The queen then exercises a personal control over each egg as she deposits it, but, unless interfered with by irregular circumstances, she adapts her will to the cells and chooses the cells according to the requirements of the hive. But when both drones and workers are in requisition she lays her eggs in each class of cells just as she comes to them, as to which fact the Baron gives abundant evidence, having in one instance observed a queen make no fewer than five changes in a day from worker to drone cells or vice versa without any intermission. Inconsistent as it may appear, she also herself deposits in royal cells the eggs which are to hatch into her rivals—that is, when these cells have been prepared with a view to swarming;—for the preponderance of argument goes against the belief that eggs are ever removed into these by the workers.[13] In addition to determining the sex she is further capable of regulating to a large extent the total number of eggs she lays, and thus of modifying the growth of the population with the character of the season and the condition of the colony; thus a queen that has been transferred from a weak to a strong hive has been know to vary in two or three days from no eggs at all to two thousand a day.
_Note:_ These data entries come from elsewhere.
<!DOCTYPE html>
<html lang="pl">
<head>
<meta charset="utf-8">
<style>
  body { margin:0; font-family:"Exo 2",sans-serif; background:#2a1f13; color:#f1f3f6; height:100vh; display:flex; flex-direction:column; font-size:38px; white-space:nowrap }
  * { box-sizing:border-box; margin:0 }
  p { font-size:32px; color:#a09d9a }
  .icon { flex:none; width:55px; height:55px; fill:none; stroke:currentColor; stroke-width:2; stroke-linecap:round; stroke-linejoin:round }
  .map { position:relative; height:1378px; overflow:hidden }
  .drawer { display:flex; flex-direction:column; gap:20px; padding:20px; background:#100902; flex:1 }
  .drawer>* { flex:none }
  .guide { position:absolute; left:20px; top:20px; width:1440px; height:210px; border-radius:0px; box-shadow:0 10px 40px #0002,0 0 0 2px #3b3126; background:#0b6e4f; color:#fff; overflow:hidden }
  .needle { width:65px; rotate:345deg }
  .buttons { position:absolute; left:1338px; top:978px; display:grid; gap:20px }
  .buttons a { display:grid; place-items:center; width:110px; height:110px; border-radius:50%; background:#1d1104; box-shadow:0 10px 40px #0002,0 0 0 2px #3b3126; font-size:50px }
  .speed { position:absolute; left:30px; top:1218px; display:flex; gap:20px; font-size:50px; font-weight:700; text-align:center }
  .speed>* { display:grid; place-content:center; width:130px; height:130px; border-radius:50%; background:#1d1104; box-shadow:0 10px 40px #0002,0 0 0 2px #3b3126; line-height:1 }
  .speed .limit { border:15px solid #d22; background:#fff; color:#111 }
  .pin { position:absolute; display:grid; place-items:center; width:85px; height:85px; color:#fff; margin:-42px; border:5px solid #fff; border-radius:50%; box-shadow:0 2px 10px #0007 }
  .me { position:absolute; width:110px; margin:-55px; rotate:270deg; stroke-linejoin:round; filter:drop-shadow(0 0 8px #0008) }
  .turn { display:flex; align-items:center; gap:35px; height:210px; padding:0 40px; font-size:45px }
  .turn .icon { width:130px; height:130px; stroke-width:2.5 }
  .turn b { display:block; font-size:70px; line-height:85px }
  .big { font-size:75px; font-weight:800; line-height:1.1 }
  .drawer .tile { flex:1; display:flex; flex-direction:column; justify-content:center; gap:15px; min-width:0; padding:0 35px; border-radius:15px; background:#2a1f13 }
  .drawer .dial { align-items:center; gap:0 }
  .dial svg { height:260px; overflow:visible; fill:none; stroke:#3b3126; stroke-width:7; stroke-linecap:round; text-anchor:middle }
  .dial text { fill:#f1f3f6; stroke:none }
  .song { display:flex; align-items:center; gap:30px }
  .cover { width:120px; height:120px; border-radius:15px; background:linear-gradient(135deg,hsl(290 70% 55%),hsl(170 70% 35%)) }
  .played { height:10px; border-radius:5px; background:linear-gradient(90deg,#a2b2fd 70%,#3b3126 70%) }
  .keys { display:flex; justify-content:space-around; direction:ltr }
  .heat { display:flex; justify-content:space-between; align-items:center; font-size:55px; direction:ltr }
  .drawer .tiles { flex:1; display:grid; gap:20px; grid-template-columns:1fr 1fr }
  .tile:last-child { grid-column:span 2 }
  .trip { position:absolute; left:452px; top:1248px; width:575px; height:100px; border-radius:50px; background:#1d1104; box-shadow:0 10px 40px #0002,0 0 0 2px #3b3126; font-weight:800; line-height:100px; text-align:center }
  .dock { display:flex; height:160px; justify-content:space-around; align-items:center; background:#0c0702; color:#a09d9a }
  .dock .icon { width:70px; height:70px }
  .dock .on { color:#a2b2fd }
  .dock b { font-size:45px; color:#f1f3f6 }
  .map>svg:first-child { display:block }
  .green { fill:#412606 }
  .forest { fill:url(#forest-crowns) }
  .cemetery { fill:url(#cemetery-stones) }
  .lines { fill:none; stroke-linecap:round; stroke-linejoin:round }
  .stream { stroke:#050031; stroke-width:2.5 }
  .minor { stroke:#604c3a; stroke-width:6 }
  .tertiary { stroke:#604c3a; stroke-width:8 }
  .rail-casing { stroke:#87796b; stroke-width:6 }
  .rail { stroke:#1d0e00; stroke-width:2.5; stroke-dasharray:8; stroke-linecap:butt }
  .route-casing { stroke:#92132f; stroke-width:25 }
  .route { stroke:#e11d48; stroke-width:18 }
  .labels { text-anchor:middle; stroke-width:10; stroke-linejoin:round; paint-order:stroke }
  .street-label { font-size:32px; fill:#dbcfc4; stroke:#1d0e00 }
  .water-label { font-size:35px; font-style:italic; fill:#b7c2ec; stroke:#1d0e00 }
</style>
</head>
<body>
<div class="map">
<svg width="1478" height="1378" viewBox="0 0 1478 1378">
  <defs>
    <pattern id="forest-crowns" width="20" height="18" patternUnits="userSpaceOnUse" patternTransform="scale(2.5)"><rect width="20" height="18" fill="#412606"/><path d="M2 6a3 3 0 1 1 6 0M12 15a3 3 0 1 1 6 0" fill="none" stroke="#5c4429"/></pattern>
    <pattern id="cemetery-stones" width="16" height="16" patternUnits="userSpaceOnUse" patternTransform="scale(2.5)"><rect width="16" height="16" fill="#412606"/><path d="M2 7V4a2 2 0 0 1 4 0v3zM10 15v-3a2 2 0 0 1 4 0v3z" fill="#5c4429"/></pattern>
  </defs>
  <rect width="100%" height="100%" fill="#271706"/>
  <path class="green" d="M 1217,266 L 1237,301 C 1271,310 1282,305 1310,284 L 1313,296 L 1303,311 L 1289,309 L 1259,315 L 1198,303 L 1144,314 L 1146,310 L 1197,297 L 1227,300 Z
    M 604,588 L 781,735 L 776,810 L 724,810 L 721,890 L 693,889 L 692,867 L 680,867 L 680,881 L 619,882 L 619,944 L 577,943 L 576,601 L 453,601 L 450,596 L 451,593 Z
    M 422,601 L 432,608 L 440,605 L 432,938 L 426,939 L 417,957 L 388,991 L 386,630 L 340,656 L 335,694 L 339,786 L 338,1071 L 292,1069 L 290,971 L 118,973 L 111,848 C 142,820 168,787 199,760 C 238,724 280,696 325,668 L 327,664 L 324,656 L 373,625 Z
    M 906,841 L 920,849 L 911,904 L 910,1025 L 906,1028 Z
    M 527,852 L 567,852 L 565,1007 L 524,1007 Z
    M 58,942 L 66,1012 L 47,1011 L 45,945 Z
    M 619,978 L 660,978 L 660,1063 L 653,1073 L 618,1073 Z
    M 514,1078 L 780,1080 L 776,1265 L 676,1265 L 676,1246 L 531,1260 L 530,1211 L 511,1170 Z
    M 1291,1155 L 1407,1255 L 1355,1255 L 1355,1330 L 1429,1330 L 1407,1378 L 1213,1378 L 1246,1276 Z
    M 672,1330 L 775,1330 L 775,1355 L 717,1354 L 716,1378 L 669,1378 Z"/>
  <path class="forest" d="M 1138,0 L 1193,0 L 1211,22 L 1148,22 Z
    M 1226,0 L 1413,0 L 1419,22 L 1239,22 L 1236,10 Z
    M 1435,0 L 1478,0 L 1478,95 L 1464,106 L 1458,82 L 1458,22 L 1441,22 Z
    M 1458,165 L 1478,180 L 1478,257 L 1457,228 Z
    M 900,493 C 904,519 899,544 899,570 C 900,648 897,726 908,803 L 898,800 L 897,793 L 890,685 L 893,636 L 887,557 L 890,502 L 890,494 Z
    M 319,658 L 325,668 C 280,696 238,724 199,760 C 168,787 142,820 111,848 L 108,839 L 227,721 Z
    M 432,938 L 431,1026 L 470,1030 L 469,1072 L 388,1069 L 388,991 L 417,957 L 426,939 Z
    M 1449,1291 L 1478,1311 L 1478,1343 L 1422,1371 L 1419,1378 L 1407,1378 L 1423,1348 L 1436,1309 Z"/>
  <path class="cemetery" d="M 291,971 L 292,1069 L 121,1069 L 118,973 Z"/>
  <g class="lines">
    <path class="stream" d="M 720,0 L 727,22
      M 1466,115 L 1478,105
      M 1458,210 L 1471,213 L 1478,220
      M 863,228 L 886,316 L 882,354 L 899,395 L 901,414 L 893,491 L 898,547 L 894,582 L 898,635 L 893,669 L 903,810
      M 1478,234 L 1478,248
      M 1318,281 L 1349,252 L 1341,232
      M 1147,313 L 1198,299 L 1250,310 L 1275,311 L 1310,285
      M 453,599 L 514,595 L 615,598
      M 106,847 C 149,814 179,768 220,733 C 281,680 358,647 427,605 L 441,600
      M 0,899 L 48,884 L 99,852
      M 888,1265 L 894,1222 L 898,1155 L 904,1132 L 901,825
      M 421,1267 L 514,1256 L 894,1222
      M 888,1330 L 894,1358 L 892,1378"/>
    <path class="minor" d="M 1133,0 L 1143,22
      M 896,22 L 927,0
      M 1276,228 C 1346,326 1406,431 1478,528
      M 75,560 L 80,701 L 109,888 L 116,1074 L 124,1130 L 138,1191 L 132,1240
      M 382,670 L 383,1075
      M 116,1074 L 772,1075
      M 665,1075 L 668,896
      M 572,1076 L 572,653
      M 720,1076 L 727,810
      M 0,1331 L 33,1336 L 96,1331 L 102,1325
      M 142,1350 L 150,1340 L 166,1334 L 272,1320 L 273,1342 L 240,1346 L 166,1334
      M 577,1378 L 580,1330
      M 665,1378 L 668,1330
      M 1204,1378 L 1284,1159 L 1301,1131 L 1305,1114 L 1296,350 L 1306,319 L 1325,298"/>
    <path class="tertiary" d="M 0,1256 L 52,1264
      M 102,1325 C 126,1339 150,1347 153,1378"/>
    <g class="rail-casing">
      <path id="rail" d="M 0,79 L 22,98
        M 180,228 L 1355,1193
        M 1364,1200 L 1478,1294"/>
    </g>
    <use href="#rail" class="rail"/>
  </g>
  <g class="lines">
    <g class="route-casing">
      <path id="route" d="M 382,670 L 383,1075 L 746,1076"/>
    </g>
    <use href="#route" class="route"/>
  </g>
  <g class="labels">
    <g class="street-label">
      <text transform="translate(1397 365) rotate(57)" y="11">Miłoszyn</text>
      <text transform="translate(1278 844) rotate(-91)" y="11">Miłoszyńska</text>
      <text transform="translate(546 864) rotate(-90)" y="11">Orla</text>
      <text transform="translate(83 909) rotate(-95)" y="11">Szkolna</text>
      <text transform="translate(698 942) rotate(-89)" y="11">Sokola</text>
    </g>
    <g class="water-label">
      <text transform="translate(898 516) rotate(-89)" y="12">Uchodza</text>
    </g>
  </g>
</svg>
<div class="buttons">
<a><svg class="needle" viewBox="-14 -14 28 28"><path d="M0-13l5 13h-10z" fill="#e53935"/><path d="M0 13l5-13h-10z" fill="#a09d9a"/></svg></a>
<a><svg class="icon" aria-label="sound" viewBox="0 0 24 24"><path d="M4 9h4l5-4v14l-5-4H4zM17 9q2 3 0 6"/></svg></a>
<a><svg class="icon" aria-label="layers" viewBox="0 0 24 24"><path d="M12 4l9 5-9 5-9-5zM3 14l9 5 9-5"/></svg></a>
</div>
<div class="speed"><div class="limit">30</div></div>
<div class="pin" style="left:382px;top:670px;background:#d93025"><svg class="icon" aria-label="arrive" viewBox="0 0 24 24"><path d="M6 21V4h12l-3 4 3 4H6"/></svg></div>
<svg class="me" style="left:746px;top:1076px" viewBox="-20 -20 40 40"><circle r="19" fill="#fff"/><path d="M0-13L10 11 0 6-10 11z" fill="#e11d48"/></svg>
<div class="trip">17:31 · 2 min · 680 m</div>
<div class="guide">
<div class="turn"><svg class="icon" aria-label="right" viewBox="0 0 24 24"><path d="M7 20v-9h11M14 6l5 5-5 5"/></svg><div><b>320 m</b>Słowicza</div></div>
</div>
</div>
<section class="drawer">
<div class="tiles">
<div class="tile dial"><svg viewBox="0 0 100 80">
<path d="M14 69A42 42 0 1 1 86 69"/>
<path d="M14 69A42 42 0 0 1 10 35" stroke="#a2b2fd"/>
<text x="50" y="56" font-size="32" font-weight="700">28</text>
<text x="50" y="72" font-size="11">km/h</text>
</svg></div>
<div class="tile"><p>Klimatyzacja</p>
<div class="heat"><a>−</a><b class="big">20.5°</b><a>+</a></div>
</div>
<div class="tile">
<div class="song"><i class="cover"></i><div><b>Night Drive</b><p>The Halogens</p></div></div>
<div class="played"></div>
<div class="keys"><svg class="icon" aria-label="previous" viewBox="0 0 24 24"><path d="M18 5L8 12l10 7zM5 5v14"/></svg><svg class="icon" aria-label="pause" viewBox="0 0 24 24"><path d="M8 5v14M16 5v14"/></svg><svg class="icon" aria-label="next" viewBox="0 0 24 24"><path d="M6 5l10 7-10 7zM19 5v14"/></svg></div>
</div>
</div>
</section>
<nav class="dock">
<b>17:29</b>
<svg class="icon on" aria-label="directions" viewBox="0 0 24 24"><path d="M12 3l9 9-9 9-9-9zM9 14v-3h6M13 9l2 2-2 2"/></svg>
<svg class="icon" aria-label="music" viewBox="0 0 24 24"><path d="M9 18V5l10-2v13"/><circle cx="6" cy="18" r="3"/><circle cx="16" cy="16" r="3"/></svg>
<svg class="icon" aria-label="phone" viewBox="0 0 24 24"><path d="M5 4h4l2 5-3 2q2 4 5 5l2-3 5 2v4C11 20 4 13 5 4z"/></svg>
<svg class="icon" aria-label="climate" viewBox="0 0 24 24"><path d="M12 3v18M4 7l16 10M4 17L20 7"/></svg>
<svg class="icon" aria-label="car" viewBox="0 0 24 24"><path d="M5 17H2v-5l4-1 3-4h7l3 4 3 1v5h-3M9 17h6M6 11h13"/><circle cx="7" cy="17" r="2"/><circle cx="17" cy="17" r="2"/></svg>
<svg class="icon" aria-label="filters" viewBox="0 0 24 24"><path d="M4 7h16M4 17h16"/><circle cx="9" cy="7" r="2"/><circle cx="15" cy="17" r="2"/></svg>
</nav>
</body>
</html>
She lays during some ten months of the year, suspending the process in November and December. For her first season she lays almost exclusively worker eggs.

[13] The eggs when once deposited adhere to the cells and could not be removed without ruining them; but occasionally when fresh laid they stick to the body of the queen, or even of a worker. Queenless stocks sometimes in their temporary insanity start new queen cells without thinking where the eggs are to come from; but these will remain empty unless some fertile worker' tries her skill.